_WHAT YOU NEED TO DO:_ Without any pictures, the records below should be reproduced exactly.

=== SOURCE MATERIAL ===

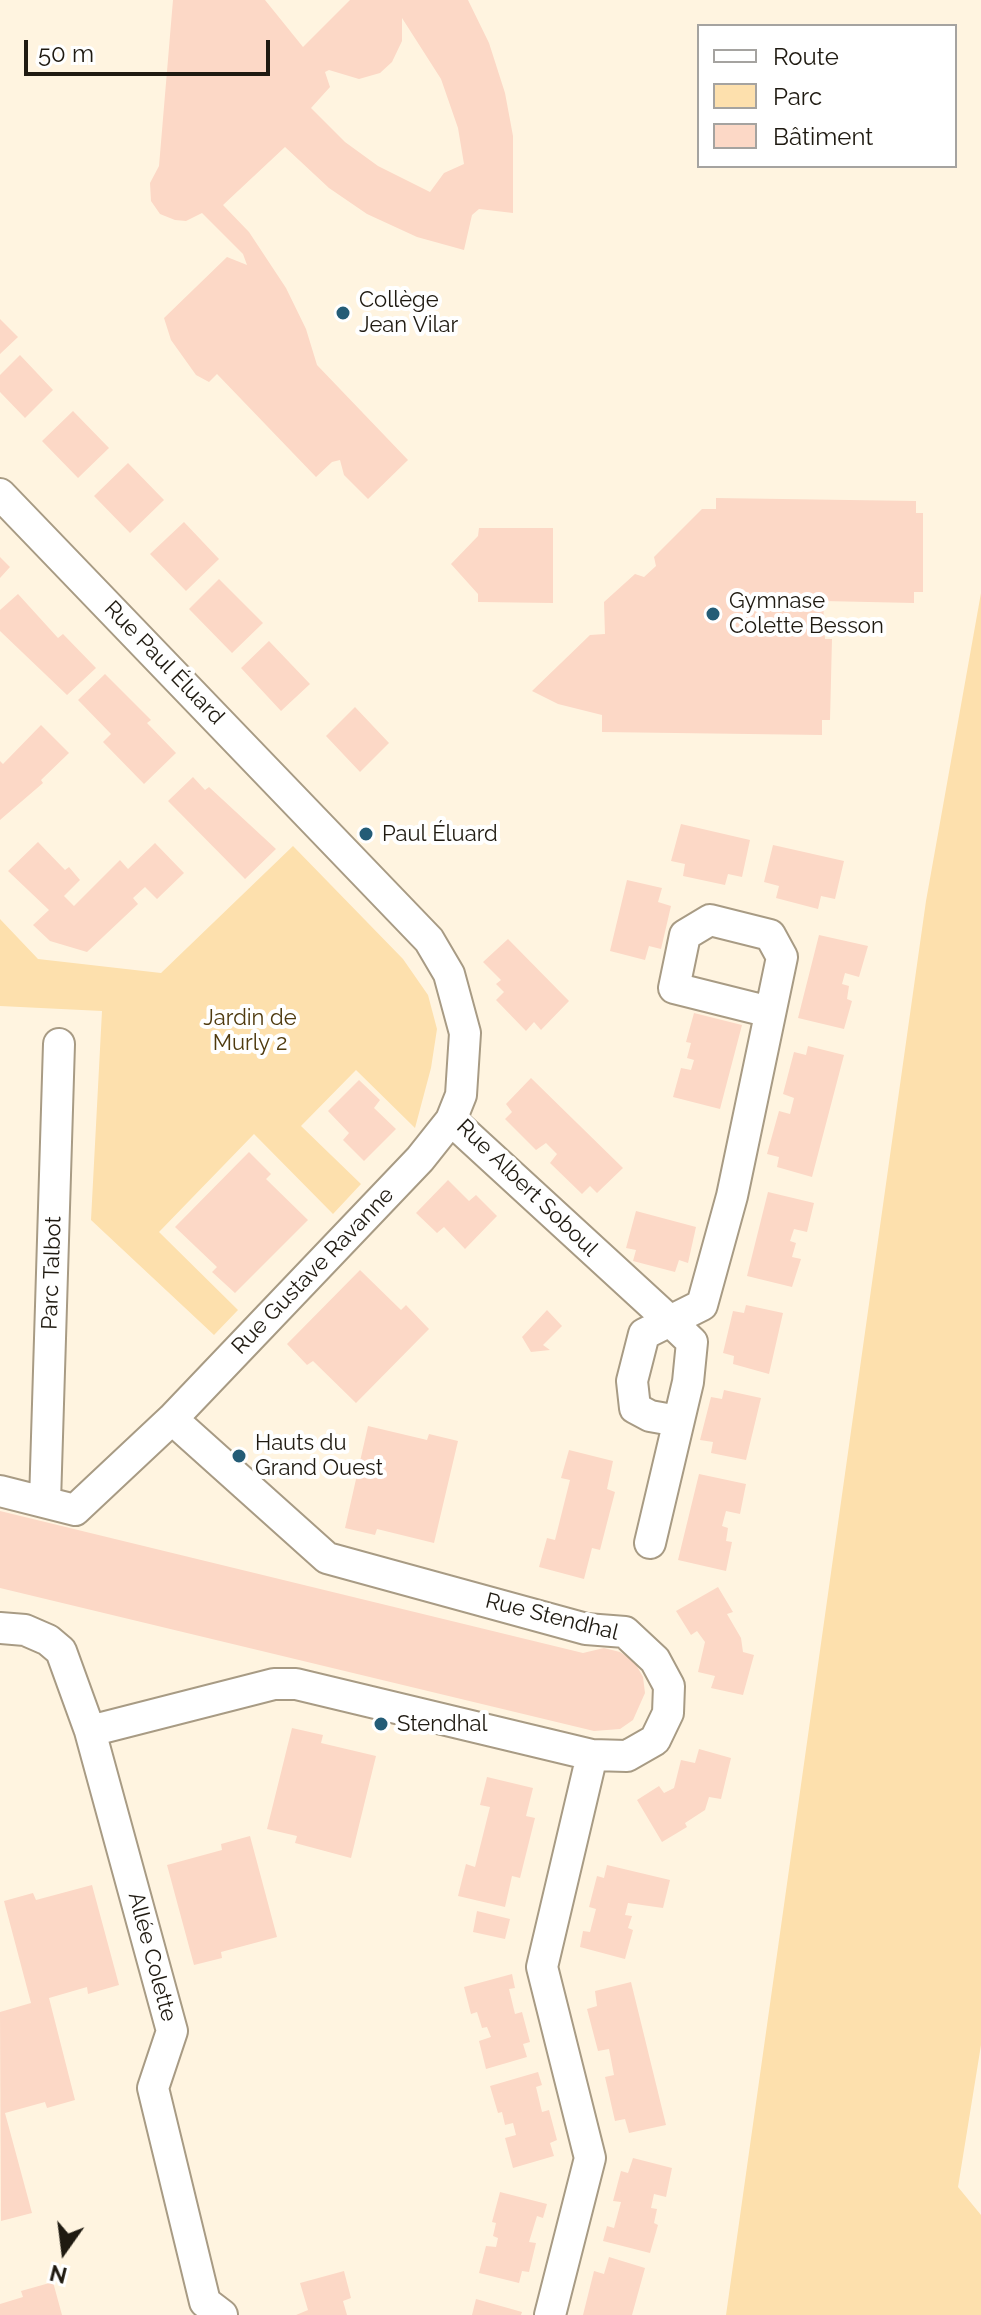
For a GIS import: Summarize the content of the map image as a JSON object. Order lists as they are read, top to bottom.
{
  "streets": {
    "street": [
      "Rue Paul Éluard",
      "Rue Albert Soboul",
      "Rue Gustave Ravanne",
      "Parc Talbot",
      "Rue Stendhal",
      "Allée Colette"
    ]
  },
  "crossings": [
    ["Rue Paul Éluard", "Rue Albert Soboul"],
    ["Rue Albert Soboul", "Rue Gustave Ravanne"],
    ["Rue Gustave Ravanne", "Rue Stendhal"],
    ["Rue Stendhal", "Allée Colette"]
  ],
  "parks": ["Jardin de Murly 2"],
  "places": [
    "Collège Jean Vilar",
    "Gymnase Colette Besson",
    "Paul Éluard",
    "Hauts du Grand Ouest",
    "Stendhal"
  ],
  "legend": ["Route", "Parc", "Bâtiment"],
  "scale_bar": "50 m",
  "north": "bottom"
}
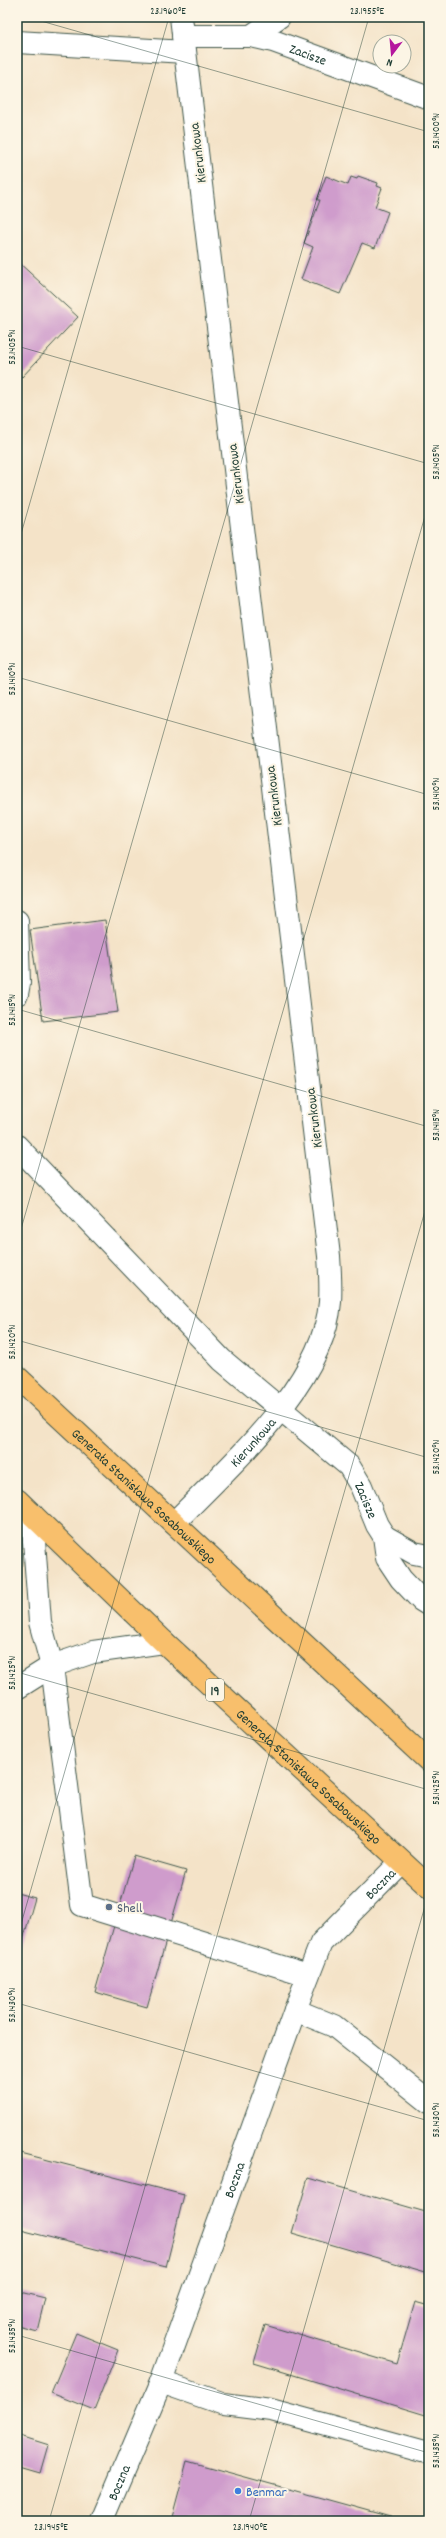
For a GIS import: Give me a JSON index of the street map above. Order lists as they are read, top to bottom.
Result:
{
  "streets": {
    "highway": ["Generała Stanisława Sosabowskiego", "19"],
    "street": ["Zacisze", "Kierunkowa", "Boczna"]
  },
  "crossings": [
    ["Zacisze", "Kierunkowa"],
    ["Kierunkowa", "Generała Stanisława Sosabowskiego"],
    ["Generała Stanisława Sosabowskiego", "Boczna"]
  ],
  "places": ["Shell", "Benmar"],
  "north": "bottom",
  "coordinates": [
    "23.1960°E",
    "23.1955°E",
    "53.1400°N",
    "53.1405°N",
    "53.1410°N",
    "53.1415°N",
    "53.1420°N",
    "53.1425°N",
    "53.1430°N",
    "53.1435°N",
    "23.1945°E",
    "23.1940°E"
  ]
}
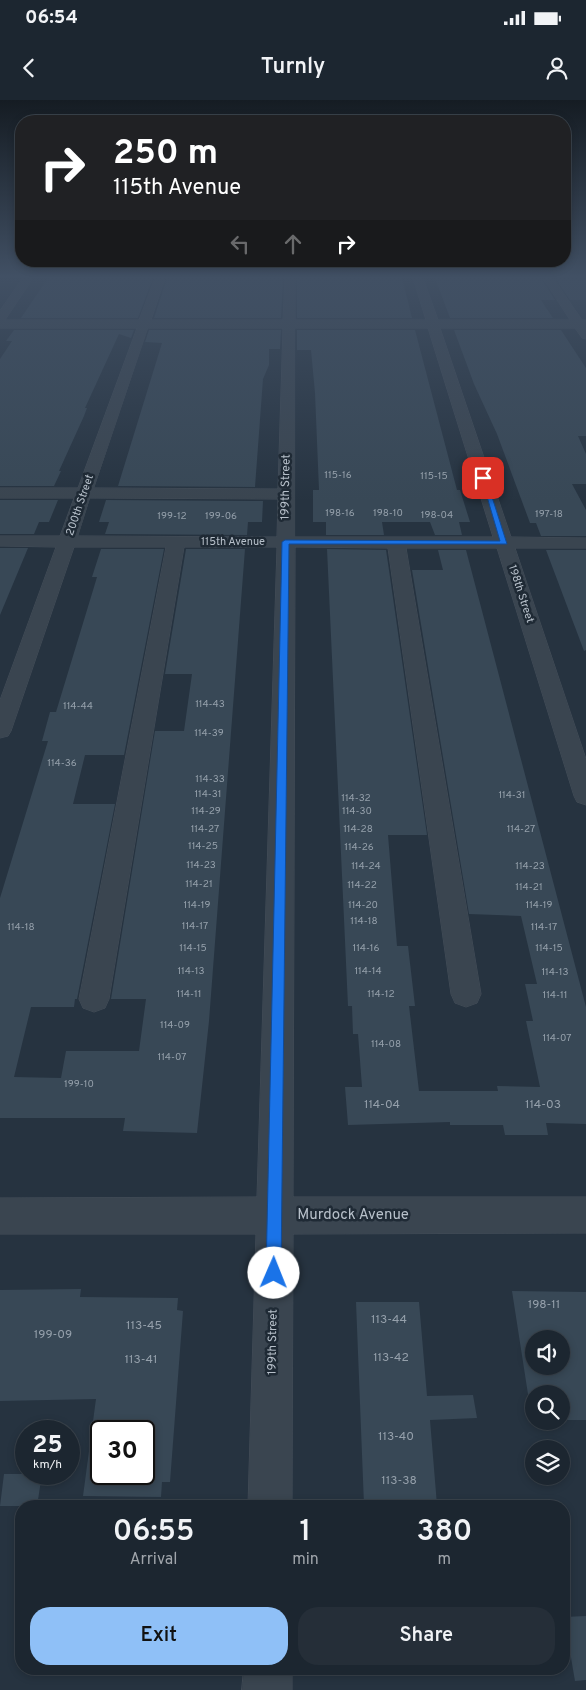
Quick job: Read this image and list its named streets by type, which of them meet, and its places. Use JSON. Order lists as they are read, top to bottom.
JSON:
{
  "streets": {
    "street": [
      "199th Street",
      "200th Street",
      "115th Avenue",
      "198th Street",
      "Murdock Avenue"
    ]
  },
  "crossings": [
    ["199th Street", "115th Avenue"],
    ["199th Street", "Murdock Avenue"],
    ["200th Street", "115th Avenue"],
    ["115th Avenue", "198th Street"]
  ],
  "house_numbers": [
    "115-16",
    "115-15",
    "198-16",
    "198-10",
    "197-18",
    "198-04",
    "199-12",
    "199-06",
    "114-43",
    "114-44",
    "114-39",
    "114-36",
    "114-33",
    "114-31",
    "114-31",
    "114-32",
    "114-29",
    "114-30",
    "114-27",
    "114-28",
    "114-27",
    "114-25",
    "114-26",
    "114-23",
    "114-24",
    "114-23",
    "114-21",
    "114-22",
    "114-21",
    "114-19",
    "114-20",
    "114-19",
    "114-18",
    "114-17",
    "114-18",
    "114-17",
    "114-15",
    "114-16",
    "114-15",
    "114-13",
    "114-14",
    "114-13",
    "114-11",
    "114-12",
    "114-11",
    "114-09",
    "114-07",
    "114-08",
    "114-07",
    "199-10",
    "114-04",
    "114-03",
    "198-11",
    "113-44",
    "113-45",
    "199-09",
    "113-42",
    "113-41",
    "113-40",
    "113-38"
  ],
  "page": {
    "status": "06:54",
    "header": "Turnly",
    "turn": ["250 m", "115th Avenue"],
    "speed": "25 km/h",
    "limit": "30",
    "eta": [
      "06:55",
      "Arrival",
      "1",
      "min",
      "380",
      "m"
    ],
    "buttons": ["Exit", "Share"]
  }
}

===

_RESPONSE BELOW:_
For a GIS import: Summarize the content of the map image as a JSON object. Order lists as they are read, top to bottom.
{
  "streets": {
    "street": [
      "Rue Paul Éluard",
      "Rue Albert Soboul",
      "Rue Gustave Ravanne",
      "Parc Talbot",
      "Rue Stendhal",
      "Allée Colette"
    ]
  },
  "crossings": [
    ["Rue Paul Éluard", "Rue Albert Soboul"],
    ["Rue Albert Soboul", "Rue Gustave Ravanne"],
    ["Rue Gustave Ravanne", "Rue Stendhal"],
    ["Rue Stendhal", "Allée Colette"]
  ],
  "parks": ["Jardin de Murly 2"],
  "places": [
    "Collège Jean Vilar",
    "Gymnase Colette Besson",
    "Paul Éluard",
    "Hauts du Grand Ouest",
    "Stendhal"
  ],
  "legend": ["Route", "Parc", "Bâtiment"],
  "scale_bar": "50 m",
  "north": "bottom"
}
For a GIS import: Give me a JSON index of the street map above. Order lists as they are read, top to bottom.
Result:
{
  "streets": {
    "highway": ["Generała Stanisława Sosabowskiego", "19"],
    "street": ["Zacisze", "Kierunkowa", "Boczna"]
  },
  "crossings": [
    ["Zacisze", "Kierunkowa"],
    ["Kierunkowa", "Generała Stanisława Sosabowskiego"],
    ["Generała Stanisława Sosabowskiego", "Boczna"]
  ],
  "places": ["Shell", "Benmar"],
  "north": "bottom",
  "coordinates": [
    "23.1960°E",
    "23.1955°E",
    "53.1400°N",
    "53.1405°N",
    "53.1410°N",
    "53.1415°N",
    "53.1420°N",
    "53.1425°N",
    "53.1430°N",
    "53.1435°N",
    "23.1945°E",
    "23.1940°E"
  ]
}
Quick job: Read this image and list its named streets by type, which of them meet, and its places. Use JSON. Order lists as they are read, top to bottom.
JSON:
{
  "streets": {
    "street": [
      "199th Street",
      "200th Street",
      "115th Avenue",
      "198th Street",
      "Murdock Avenue"
    ]
  },
  "crossings": [
    ["199th Street", "115th Avenue"],
    ["199th Street", "Murdock Avenue"],
    ["200th Street", "115th Avenue"],
    ["115th Avenue", "198th Street"]
  ],
  "house_numbers": [
    "115-16",
    "115-15",
    "198-16",
    "198-10",
    "197-18",
    "198-04",
    "199-12",
    "199-06",
    "114-43",
    "114-44",
    "114-39",
    "114-36",
    "114-33",
    "114-31",
    "114-31",
    "114-32",
    "114-29",
    "114-30",
    "114-27",
    "114-28",
    "114-27",
    "114-25",
    "114-26",
    "114-23",
    "114-24",
    "114-23",
    "114-21",
    "114-22",
    "114-21",
    "114-19",
    "114-20",
    "114-19",
    "114-18",
    "114-17",
    "114-18",
    "114-17",
    "114-15",
    "114-16",
    "114-15",
    "114-13",
    "114-14",
    "114-13",
    "114-11",
    "114-12",
    "114-11",
    "114-09",
    "114-07",
    "114-08",
    "114-07",
    "199-10",
    "114-04",
    "114-03",
    "198-11",
    "113-44",
    "113-45",
    "199-09",
    "113-42",
    "113-41",
    "113-40",
    "113-38"
  ],
  "page": {
    "status": "06:54",
    "header": "Turnly",
    "turn": ["250 m", "115th Avenue"],
    "speed": "25 km/h",
    "limit": "30",
    "eta": [
      "06:55",
      "Arrival",
      "1",
      "min",
      "380",
      "m"
    ],
    "buttons": ["Exit", "Share"]
  }
}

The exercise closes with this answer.